PART THREE: Europe is Reborn through Class Racialization

As stated by Angela Mitropoulos, “origin and lineage are nowhere more disputed and uneasy” than at the border—it is there that the boundaries of property law and its tenure unfold. This is the place where legitimate labor—as argued by Mitropoulos, the very distinction between wage labor and slavery and authorised reproduction—is decided. The European Union functions in transforming mostly migrant labor into pure slavery (and not only in Spain, Italy, France, Austria, etc.). In Slovenia, migrant workers coming from the former republics of a common state once known as Yugoslavia are today working in conditions of slavery; excluded from the law, they become “nonexistent,” lacking the most basic humans rights. Or even more precisely, what occurs at the Schengen border (that is, the frontier between the European Union and the rest of Europe) can be put in parallel with another border, the Tijuana border (32 kilometers from downtown San Diego, the busiest point of entrance into the United States from Mexico), or the borders within the United States and Mexico themselves, regarding employment, social security, deportations of illegal workers, or the relation between increasing criminality and paralyzed social and political space. At the frontier, according to Mitropoulos, that is “a violent positing of the frontier as a space of exploration, cultivation and extraction of wealth–in the scarcities that are obliged as precondition and condition of a market in labor, in the criminalization and recapture of fugitive and wayward (re)production (…) –there would be a periodic recourse to the naturalizing magic of genealogy to settle matters of orderly progression and authenticity.”1 I stated in the beginning that the human and race reside in their asymmetric ghastly positions; humanization of the former Eastern Europeans is done at the expense of the racialized “non-subjects,” whose access to the representational status of the “human subject” is fundamentally halted. Or, furthermore, following Carr, and as I tried to present in the first part of the essay, “the gendered white bourgeois subject is ‘made,’ of course, with racialized/colonized subjects being (…) ‘unmade.’”2

Araba Evelyn Johnston-Arthur describes the situation in Austria as twofold. On the one hand, we have migrants who were invited into the country by the government in the 1960s to help the postwar reconstruction of the country; and on the other, we have a new, vast group of refugees, fugitives, asylum seekers, and deported persons who find themselves caught in the ever-changing immigration laws established and reinforced by the transnational E.U. laws, implemented daily and improved nationally (as in August 2010, when France—supposedly “legally,” as it was based on E.U. laws—deported hundreds of Roma back to Romania and Bulgaria).3

What we witness today in Europe is actually what was announced by Partha Chatterjee already in 1993,4 and was reworked in the previously mentioned compelling essay by Brian Carr written in 1998. There exists a limit in the Foucauldian understanding of the modern regime of power on which the contemporary biopolitical resides today. Actually when biopolitics was elaborated in the 1970s, it was for the capitalist First World and its apparatuses, where the “Other” did not exist, it was only insisting in the space by working. Therefore in Europe we have two modern regimes of power working at once! One is the generalizable modern regime of power that goes from Foucault through Agamben and is radicalized in the time of crises throughout the global world; the other is the regime of colonial power. In distinction to the former regime that today functions with demanding integration and even more with the “distribution” of debts (!), fear, and fantasies; the latter regime functions with exclusion, marginalization, desymbolization, and disfiguration.5 We have, therefore, two regimes of discrimination, racializations, and exploitations that are almost the same, but the latter is not white.6 The entanglement between them is visible in the myriad of class racializations.
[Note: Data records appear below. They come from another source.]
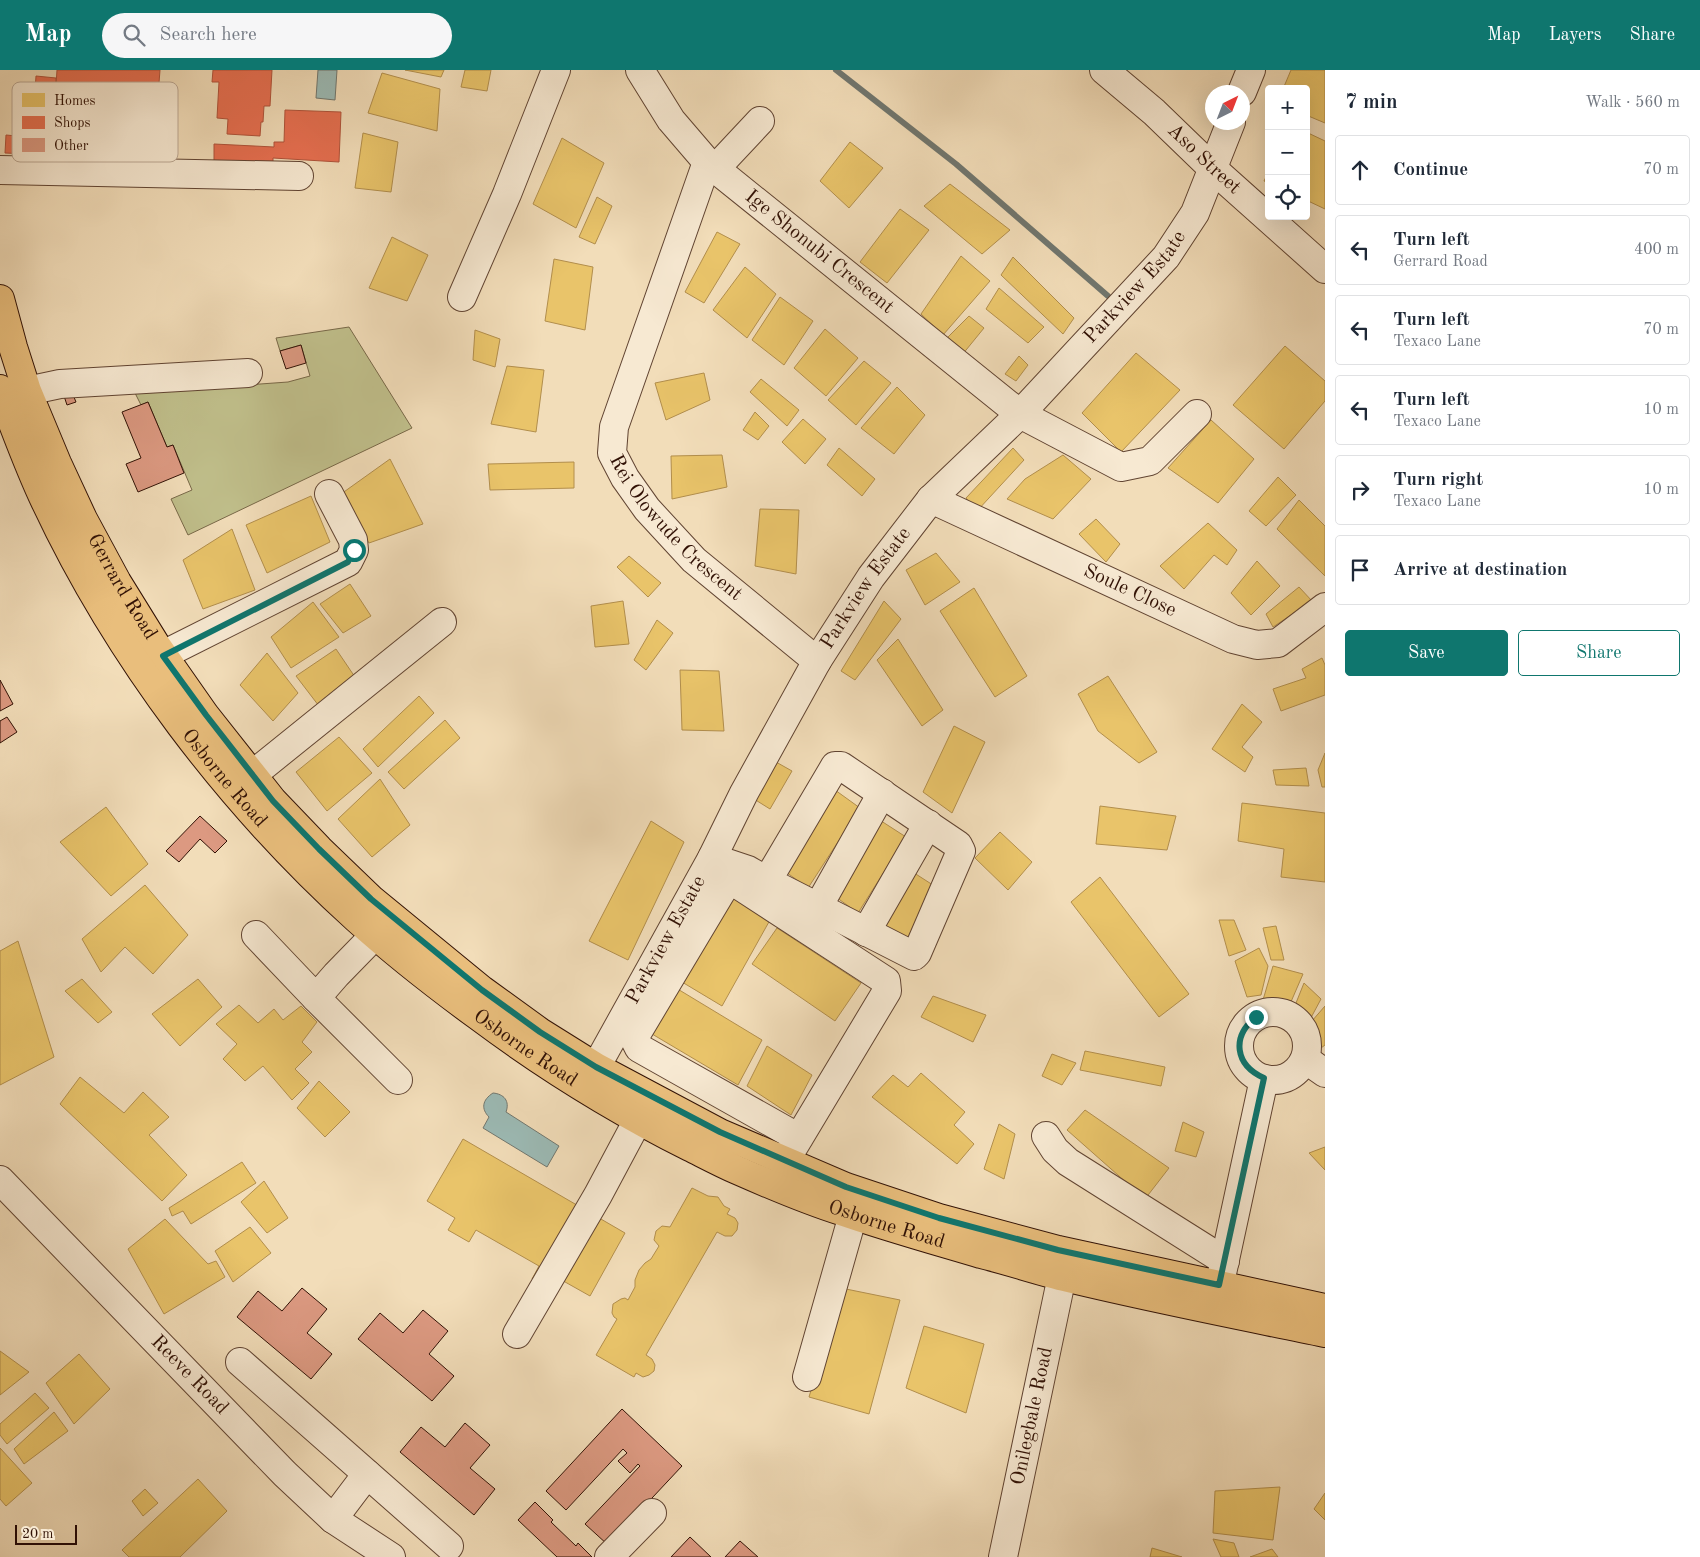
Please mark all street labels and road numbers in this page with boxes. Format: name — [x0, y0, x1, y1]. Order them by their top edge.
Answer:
street label: Aso Street — [1163, 120, 1244, 198]
street label: Ige Shonubi Crescent — [741, 186, 897, 318]
street label: Parkview Estate — [1081, 228, 1190, 348]
street label: Rei Olowude Crescent — [605, 452, 746, 605]
street label: Parkview Estate — [817, 524, 915, 653]
street label: Gerrard Road — [83, 531, 160, 644]
street label: Soule Close — [1080, 561, 1179, 621]
street label: Osborne Road — [178, 726, 270, 832]
street label: Parkview Estate — [623, 873, 710, 1008]
street label: Osborne Road — [469, 1006, 581, 1091]
street label: Osborne Road — [825, 1197, 947, 1253]
street label: Reeve Road — [147, 1332, 232, 1419]
street label: Onilegbale Road — [1008, 1345, 1057, 1487]

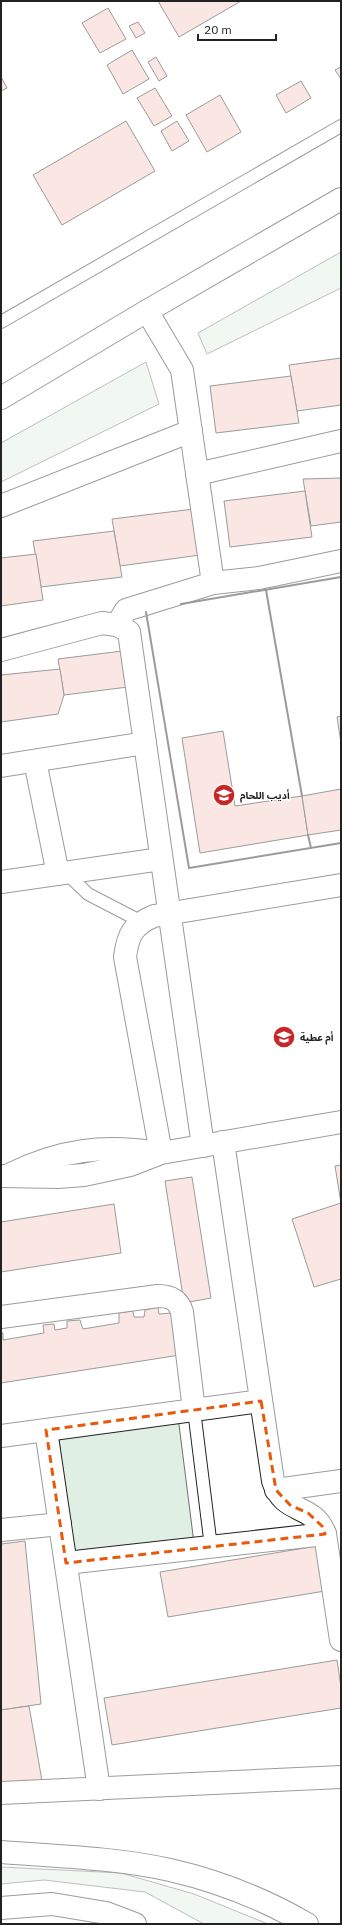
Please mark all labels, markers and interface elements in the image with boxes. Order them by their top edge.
scale bar [198,16,276,42]
text: 20 m [204,22,232,37]
school or university icon: أديب اللحام [211,782,237,808]
place label: أديب اللحام [240,789,290,803]
school or university icon: أم عطية [271,1024,297,1050]
place label: أم عطية [300,1031,334,1045]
“Race thus stands at the vanishing point where sexual difference and the human resolve,” as stated by Carr, “into the ungendered figure of dehumanized racial ‘flesh.’”7 As I wrote already in 2007, and will revisit here, it functions at least on three levels, developed in relation to Lacanian psychoanalysis, and by introducing race, it may be possible, as argued by Carr, to ward off the threat of our own racialization:8

  1. As vanishing mediator. What does this mean? Emigrants, women of color, etc., those coming from other worlds outside the First capitalist World—which is presented as the only “properly” civilized world, and that stubbornly exports its civilization bloody everywhere else—are today in a position when they are not seen as human excess (as in the past!), but we get a paradoxical turn through which that which was perceived in the past as “animality” (just think about Fanon’s analysis), is seen today as the zero level of humanity. It covers up the monstrosity of the “human” as such; the zero level of humanity presents today a perverse, almost “sublime” human essence that has to be upgraded and civilized. On the larger territory of Europe, according to Gail Lewis, it is the black woman’s body, or women’s bodies of any other color that do not match the white color of the old and new Europeans, bodies in constant processes of trafficking, exploitation, and subsumation within different stories of contemporary racism.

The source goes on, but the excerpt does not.